PROBLEM STATEMENT ->
With images removed, transcribe each record exactly as it appears.

[Collected data entries]
*-*-*
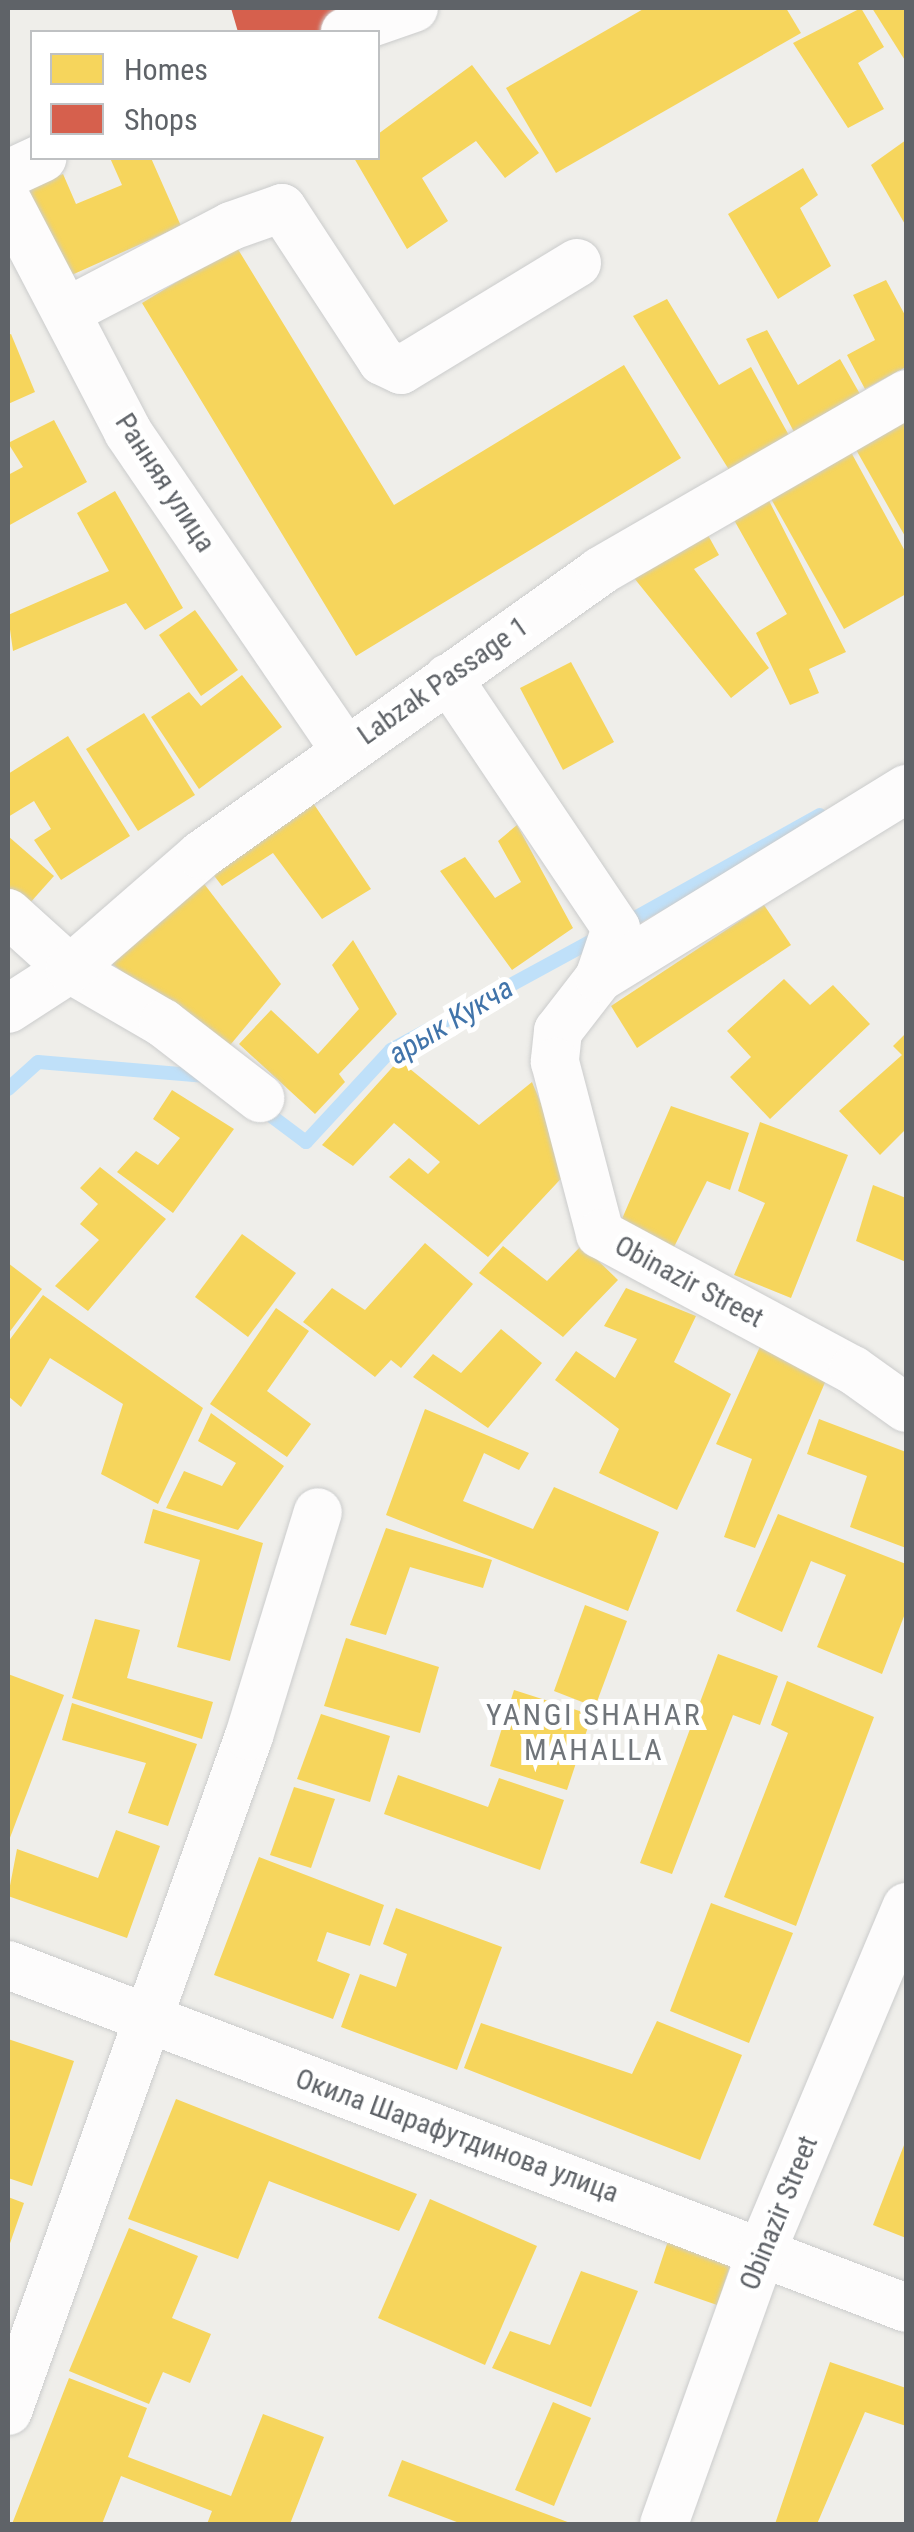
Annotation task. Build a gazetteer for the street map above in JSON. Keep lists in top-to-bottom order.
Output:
{
  "streets": {
    "street": [
      "Ранняя улица",
      "Labzak Passage 1",
      "Obinazir Street",
      "Окила Шарафутдинова улица"
    ]
  },
  "crossings": [
    ["Ранняя улица", "Labzak Passage 1"],
    ["Labzak Passage 1", "Obinazir Street"],
    ["Obinazir Street", "Окила Шарафутдинова улица"]
  ],
  "districts": ["YANGI SHAHAR MAHALLA"],
  "water": ["арык Кукча"],
  "legend": ["Homes", "Shops"]
}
*-*-*
EXPECTED OUTPUT ->
Annotation task. Build a gazetteer for the street map above in JSON. Keep lists in top-to-bottom order.
Output:
{
  "streets": {
    "street": [
      "Ранняя улица",
      "Labzak Passage 1",
      "Obinazir Street",
      "Окила Шарафутдинова улица"
    ]
  },
  "crossings": [
    ["Ранняя улица", "Labzak Passage 1"],
    ["Labzak Passage 1", "Obinazir Street"],
    ["Obinazir Street", "Окила Шарафутдинова улица"]
  ],
  "districts": ["YANGI SHAHAR MAHALLA"],
  "water": ["арык Кукча"],
  "legend": ["Homes", "Shops"]
}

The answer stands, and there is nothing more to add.